1.1. Pregabalin (Lyrica) and alcohol
Mixing drugs and alcohol is an extremely common phenomenon. However, when discussing polysubstance use, people rarely consider Pregabalin as a danger when mixed with alcohol.
Pregabalin, also known as Lyrica, is an anticonvulsant medication. It is often used to treat epilepsy, nerve pain, anxiety disorders and seizures, as well as chronic pain like fibromyalgia. Anticonvulsants like Pregabalin work by lowering the number of pain signals that nerve cells send out. While it can be effective in managing pain, it isn’t the same as an opioid, but can be just as habit-forming.
Like all medications, Pregabalin comes with a list of side effects, which include:
- Difficulty concentrating
- Blurred vision
- Dry mouth
- Weight gain
- Swollen hands and feet
Most of the time, these effects will be mild, and should go away within a few days or a couple of weeks. If any of these side effects persist you should speak to a doctor as soon as possible.
Pregabalin abuse is currently on the rise and isn’t always obtained with a legitimate prescription. Anticonvulsants such as Pregabalin and Gabapentin are becoming more easily available on the streets as well as the dark web. When taken in excess, Pregabalin can produce feelings of euphoria and relaxation, which is why it has become a popular drug to use alongside alcohol and other substances.
Alcohol is classified as a depressant, but not for the reason that many believe. It’s known as a depressant because of the way it affects the central nervous system, not because of its effect on your mood. Alcohol can make you feel more energised when you’ve had one or two drinks. However, it also slows down the nervous system, which can also impact critical functions such as breathing. This makes it harder for the brain to get messages to the rest of the body.
1.2. The dangers and effects of mixing Pregabalin and alcohol
It’s relatively easy to forget that the medication you’re taking could negatively react with other substances. Therefore, drinking alcohol with Pregabalin is not uncommon. However, it’s important to be aware of the possible side effects that could arise as a result of drinking alcohol while taking Pregabalin.
Mixing alcohol with prescription drugs like Pregabalin is usually advised against because of the risk of adverse reactions. However, most people are unaware of what can occur if the two are taken together. Recognising the possible side effects of this combination could be lifesaving.

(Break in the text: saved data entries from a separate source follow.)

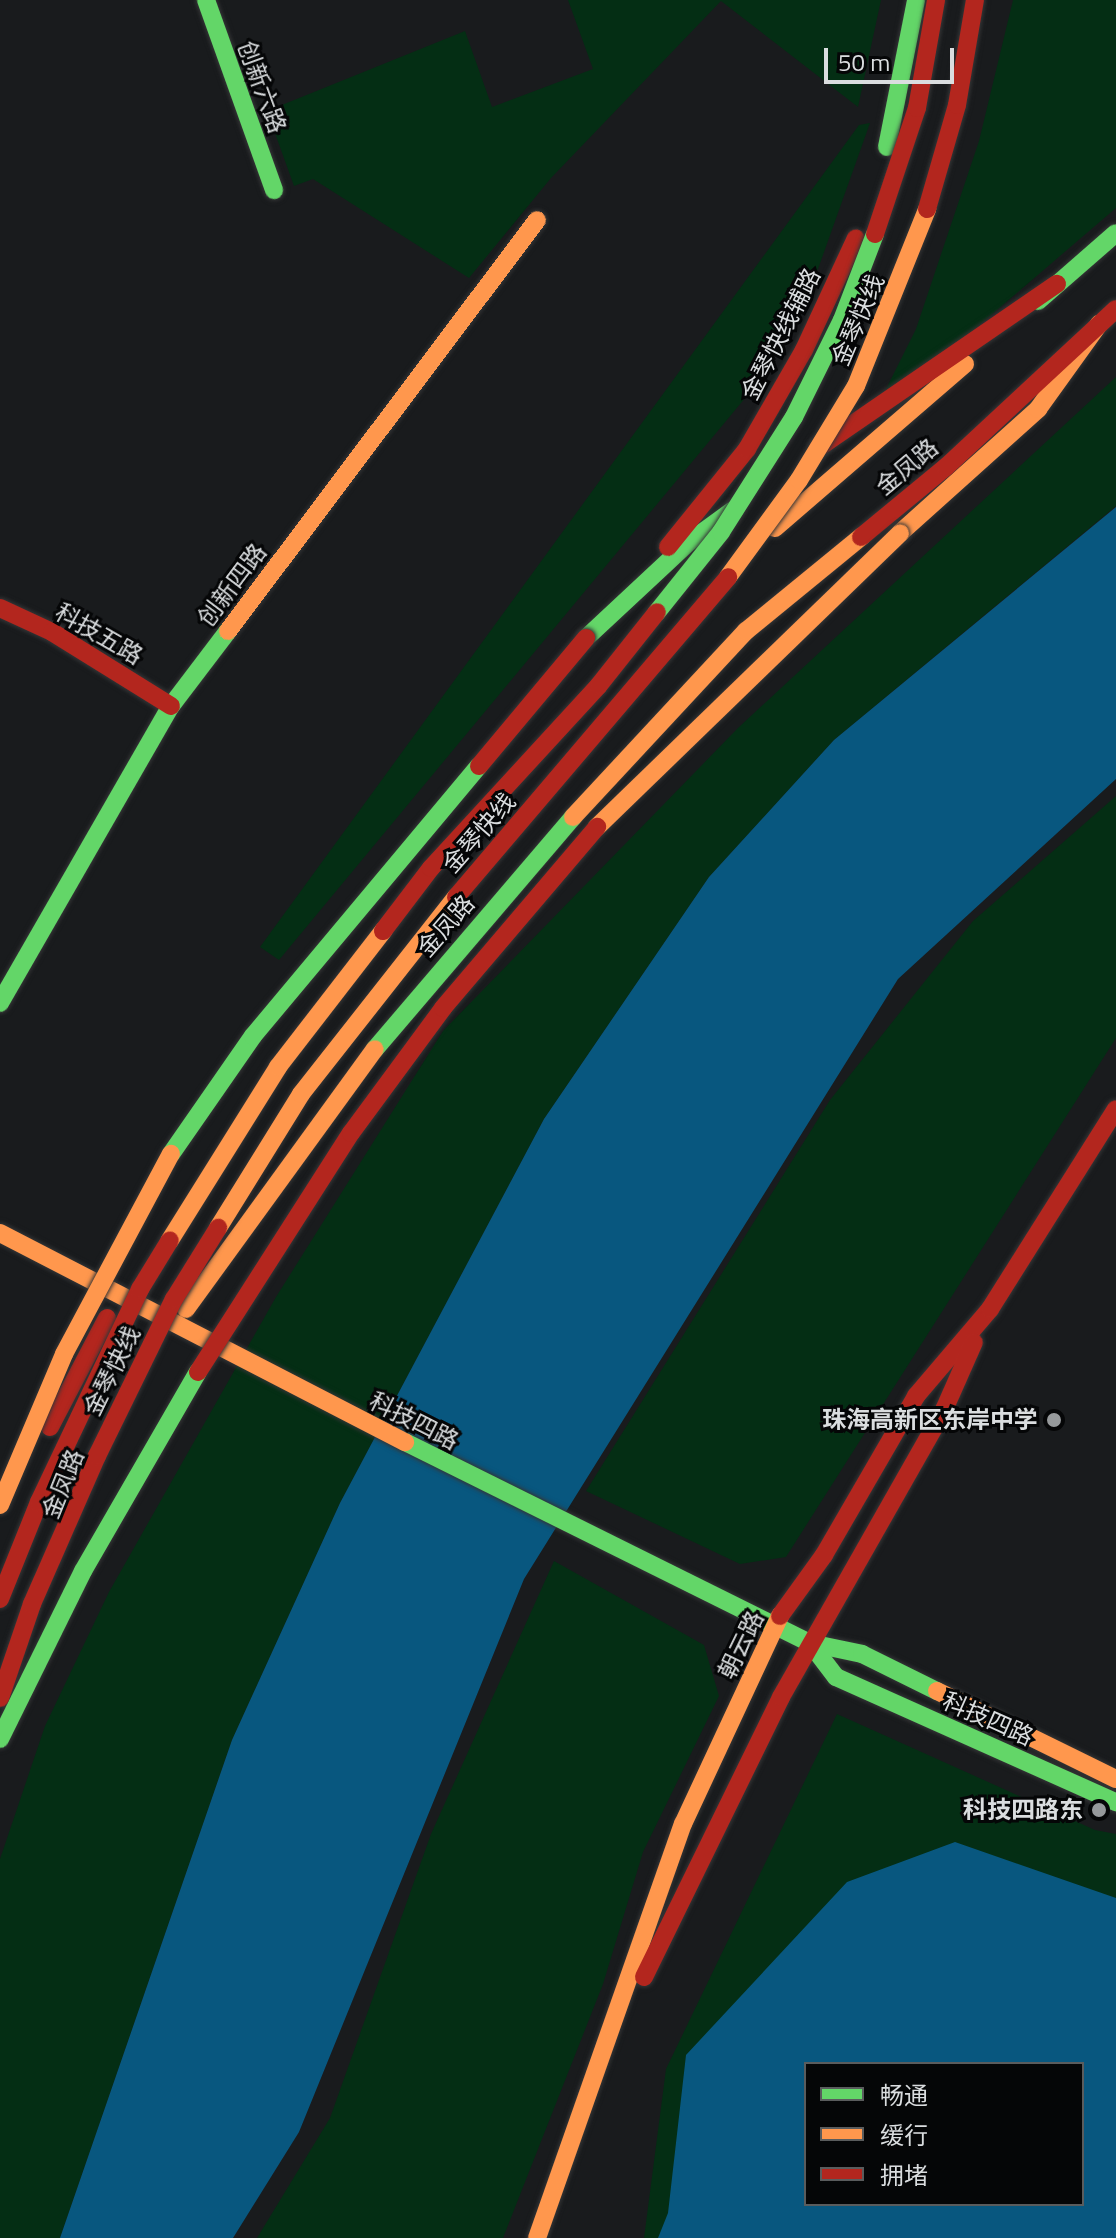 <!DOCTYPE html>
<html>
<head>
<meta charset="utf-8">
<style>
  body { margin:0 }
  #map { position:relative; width:1116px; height:2238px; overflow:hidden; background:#191b1d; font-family:"Titillium Web","Noto Sans SC",sans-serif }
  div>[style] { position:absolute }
  .green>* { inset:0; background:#042e14 }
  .water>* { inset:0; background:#08577f }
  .roads { filter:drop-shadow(0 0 2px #353637) drop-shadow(0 0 2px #353637) }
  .fast>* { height:18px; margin:-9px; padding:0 9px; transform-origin:9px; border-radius:9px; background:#63d668 }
  .slow>* { height:18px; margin:-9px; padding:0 9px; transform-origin:9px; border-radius:9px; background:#ff974d }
  .jam>* { height:18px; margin:-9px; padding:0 9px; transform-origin:9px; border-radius:9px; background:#b3261e }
  .bridges { filter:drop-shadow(0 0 2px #353637) drop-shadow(0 0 2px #353637) }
  .fast-bridge>* { height:18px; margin:-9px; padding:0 9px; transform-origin:9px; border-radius:9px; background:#63d668 }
  .slow-bridge>* { height:18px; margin:-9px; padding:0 9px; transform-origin:9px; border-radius:9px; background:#ff974d }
  .jam-bridge>* { height:18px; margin:-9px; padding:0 9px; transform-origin:9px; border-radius:9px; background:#b3261e }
  .dots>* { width:22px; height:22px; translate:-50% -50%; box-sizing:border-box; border:4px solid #050607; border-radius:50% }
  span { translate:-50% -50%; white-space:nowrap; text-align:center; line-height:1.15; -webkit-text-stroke:6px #050607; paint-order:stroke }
  .street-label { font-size:24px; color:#dadddf }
  .poi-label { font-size:24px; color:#dadddf; font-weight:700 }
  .right { translate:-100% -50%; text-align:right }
  .legend { position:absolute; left:804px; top:2062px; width:280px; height:144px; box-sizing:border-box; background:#050607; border:2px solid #5a5c5d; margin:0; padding:10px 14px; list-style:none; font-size:24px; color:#dadddf }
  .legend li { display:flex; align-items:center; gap:16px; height:40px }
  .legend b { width:40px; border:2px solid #5a5c5d }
  .scale { position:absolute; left:824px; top:48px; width:130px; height:36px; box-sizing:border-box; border:4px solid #dadddf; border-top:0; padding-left:10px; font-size:24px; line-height:28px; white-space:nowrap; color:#dadddf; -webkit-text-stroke:6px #050607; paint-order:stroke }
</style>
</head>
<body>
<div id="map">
  <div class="green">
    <i style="clip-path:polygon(568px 0,881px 0,858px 107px,721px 1px,551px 178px,469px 278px,313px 179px,294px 186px,267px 111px,465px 31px,492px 107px,593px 69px)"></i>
    <i style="clip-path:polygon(1013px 0,1116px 0,1116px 208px,872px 417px,916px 329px,979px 141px)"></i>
    <i style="clip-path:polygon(870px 123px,818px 269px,765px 374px,279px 960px,260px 947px,859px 125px)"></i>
    <i style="clip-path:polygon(1116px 377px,1116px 506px,834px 740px,709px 877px,544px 1119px,340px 1503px,232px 1740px,60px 2238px,0 2238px,0 1859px,45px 1726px,109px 1592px,276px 1297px,443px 1031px,738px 728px)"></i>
    <i style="clip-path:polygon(1116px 796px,1116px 1038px,786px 1557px,740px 1564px,586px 1491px,830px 1100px,973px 921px)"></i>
    <i style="clip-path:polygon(554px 1561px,704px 1645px,719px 1696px,643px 1852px,603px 1984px,503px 2238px,257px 2238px,330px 2118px,431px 1834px)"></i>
    <i style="clip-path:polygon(evenodd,837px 1714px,1095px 1830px,1116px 1834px,1116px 2238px,644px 2238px,666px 2069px,837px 1714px,806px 2064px,1082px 2064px,1082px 2204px,806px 2204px,806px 2064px)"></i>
  </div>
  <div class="water">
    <i style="clip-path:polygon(1116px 507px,1116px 779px,898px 979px,524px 1579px,299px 2132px,233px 2238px,60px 2238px,232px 1740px,340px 1503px,544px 1119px,709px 877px,834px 740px)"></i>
    <i style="clip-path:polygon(evenodd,955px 1842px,1116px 1898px,1116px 2238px,658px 2238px,668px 2213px,686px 2055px,847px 1882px,955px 1842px,1082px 2064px,1082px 2204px,806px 2204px,806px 2064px,1082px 2064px)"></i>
  </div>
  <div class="roads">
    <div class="fast">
      <i style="left:206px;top:0;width:202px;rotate:70.3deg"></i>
      <i style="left:887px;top:147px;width:150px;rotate:-78.8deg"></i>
      <i style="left:1038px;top:301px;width:103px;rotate:-41.1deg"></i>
      <i style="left:586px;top:638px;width:141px;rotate:-43deg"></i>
      <i style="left:689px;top:542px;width:54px;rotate:-36deg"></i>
      <i style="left:0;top:1003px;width:343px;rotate:-60.1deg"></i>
      <i style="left:171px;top:706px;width:94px;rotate:-52.8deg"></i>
      <i style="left:375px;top:1049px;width:305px;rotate:-49.5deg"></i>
      <i style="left:405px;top:1442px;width:452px;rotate:26.4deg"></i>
      <i style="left:810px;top:1643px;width:53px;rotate:11.9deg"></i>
      <i style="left:862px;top:1654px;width:84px;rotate:26.3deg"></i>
      <i style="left:810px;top:1643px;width:43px;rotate:52.6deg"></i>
      <i style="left:836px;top:1677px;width:307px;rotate:24.1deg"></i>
    </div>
    <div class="slow">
      <i style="left:775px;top:528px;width:251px;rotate:-40.8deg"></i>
      <i style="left:900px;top:533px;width:186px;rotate:-41.9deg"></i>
      <i style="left:1038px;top:409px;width:105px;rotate:-54.3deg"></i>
      <i style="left:228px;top:631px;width:514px;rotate:-53.06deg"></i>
      <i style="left:573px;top:817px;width:254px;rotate:-47.1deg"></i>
      <i style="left:746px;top:631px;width:149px;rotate:-39.3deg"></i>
      <i style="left:0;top:1233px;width:456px;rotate:27.3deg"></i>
      <i style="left:186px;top:1309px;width:321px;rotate:-54deg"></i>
      <i style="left:937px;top:1691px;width:199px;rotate:26.2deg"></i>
      <i style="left:537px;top:2238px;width:439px;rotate:-70.6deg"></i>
      <i style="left:683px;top:1824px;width:230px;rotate:-65deg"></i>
    </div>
    <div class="jam">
      <i style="left:818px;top:448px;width:290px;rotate:-34.5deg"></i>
      <i style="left:861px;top:537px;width:110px;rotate:-39.5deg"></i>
      <i style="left:946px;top:467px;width:232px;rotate:-42.9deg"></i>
      <i style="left:668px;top:547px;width:126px;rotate:-51.1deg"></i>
      <i style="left:747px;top:449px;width:114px;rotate:-60.1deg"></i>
      <i style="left:804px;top:350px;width:123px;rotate:-65.1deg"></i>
      <i style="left:0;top:608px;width:57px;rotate:24.8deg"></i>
      <i style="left:52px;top:632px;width:140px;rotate:31.9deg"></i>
      <i style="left:50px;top:1427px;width:123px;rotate:-62.4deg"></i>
      <i style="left:780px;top:1616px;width:75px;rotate:-54.2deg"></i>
      <i style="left:824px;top:1555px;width:184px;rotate:-59.9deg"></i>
      <i style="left:916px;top:1396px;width:114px;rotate:-49.6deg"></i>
      <i style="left:990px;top:1309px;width:236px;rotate:-57.8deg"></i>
      <i style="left:644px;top:1977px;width:312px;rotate:-63.9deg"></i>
      <i style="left:781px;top:1697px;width:330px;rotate:-60.4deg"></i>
      <i style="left:944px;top:1410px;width:74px;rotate:-66.2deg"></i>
    </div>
  </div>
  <div class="bridges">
    <div class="fast-bridge">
      <i style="left:657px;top:612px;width:102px;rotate:-51.3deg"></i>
      <i style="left:721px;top:532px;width:136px;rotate:-57.6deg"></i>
      <i style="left:794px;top:417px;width:108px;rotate:-63.7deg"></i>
      <i style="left:842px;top:320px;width:92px;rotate:-69deg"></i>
      <i style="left:171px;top:1154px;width:144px;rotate:-55.2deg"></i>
      <i style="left:253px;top:1036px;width:352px;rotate:-50.1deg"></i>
      <i style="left:0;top:1739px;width:187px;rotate:-63.7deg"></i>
      <i style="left:83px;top:1571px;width:230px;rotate:-60deg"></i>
    </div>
    <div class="slow-bridge">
      <i style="left:728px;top:577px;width:120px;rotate:-53.8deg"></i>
      <i style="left:799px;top:480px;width:110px;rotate:-58.8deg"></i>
      <i style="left:856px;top:386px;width:191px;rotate:-68.1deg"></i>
      <i style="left:597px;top:827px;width:422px;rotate:-44.1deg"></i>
      <i style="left:218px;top:1228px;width:158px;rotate:-58.2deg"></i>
      <i style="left:301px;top:1094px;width:251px;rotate:-51.8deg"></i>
      <i style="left:170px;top:1240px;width:204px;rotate:-58deg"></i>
      <i style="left:278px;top:1067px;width:172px;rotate:-52.3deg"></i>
      <i style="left:0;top:1505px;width:164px;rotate:-67deg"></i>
      <i style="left:64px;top:1354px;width:227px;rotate:-61.9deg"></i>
    </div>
    <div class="jam-bridge">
      <i style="left:927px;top:209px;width:108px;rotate:-73.9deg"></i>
      <i style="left:957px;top:105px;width:107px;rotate:-80.3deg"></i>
      <i style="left:875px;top:234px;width:133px;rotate:-71.6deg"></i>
      <i style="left:917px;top:108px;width:110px;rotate:-80deg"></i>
      <i style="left:479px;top:766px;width:167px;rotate:-50.1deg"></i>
      <i style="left:456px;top:897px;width:420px;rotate:-49.6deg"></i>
      <i style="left:383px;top:931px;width:79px;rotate:-52.7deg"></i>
      <i style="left:431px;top:868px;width:248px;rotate:-47.4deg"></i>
      <i style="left:599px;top:685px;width:93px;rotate:-51.5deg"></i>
      <i style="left:198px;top:1372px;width:284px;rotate:-57.4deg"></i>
      <i style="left:351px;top:1133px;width:155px;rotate:-53.6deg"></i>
      <i style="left:443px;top:1008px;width:238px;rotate:-49.6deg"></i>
      <i style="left:0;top:1599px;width:105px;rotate:-68.1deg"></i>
      <i style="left:39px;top:1502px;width:236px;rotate:-64.6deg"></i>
      <i style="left:140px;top:1289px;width:57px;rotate:-58.5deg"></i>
      <i style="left:0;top:1698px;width:99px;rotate:-71.2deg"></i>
      <i style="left:32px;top:1604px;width:162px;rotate:-66.3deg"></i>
      <i style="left:97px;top:1456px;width:175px;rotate:-63.9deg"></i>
      <i style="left:174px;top:1299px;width:84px;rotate:-58.2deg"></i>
    </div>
  </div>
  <div class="dots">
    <i style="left:1054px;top:1420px;background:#96999b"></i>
    <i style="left:1099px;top:1810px;background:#96999b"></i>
  </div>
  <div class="street-label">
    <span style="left:262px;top:87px;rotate:70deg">创新六路</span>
    <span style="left:858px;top:320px;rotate:-67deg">金琴快线</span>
    <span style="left:781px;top:334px;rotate:-63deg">金琴快线辅路</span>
    <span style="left:907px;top:467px;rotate:-40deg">金凤路</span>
    <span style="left:232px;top:585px;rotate:-53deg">创新四路</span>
    <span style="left:99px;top:634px;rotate:30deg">科技五路</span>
    <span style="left:479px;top:833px;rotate:-49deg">金琴快线</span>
    <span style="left:446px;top:926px;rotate:-49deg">金凤路</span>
    <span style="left:112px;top:1371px;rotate:-64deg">金琴快线</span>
    <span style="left:414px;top:1421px;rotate:27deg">科技四路</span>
    <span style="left:63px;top:1484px;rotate:-68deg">金凤路</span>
    <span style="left:741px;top:1645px;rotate:-64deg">朝云路</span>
    <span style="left:988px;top:1719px;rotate:24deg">科技四路</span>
  </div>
  <div class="poi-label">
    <span class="right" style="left:1038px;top:1420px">珠海高新区东岸中学</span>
    <span class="right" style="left:1083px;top:1810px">科技四路东</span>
  </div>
  <ul class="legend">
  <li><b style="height:10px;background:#63d668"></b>畅通</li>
  <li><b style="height:10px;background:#ff974d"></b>缓行</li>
  <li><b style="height:10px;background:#b3261e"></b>拥堵</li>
  </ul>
  <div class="scale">50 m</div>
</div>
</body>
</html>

Pregabalin and alcohol both impact the brain, so taking them together can cause serious problems. One of the main reasons for avoiding this mixture is because alcohol can worsen the symptoms of certain mental health conditions, as well as negatively impacting the nervous system. This can result in feelings of dizziness, drowsiness and impair concentration.
While not common, death is also a possibility when mixing alcohol and Pregabalin. The combination of the two can cause CNS and respiratory depression which can be life-threatening. Using Pregabalin and other medications, including alcohol and muscle relaxers, can increase the sedating effects it has.
Other side effects of mixing alcohol and Pregabalin may include:
- Trouble focussing
- Reduced alertness
- Swollen throat and tongue
- Breathing difficulties
It is advised that you avoid using alcohol while taking Pregabalin and abstain from driving or operating any heavy machinery if for any reason you do.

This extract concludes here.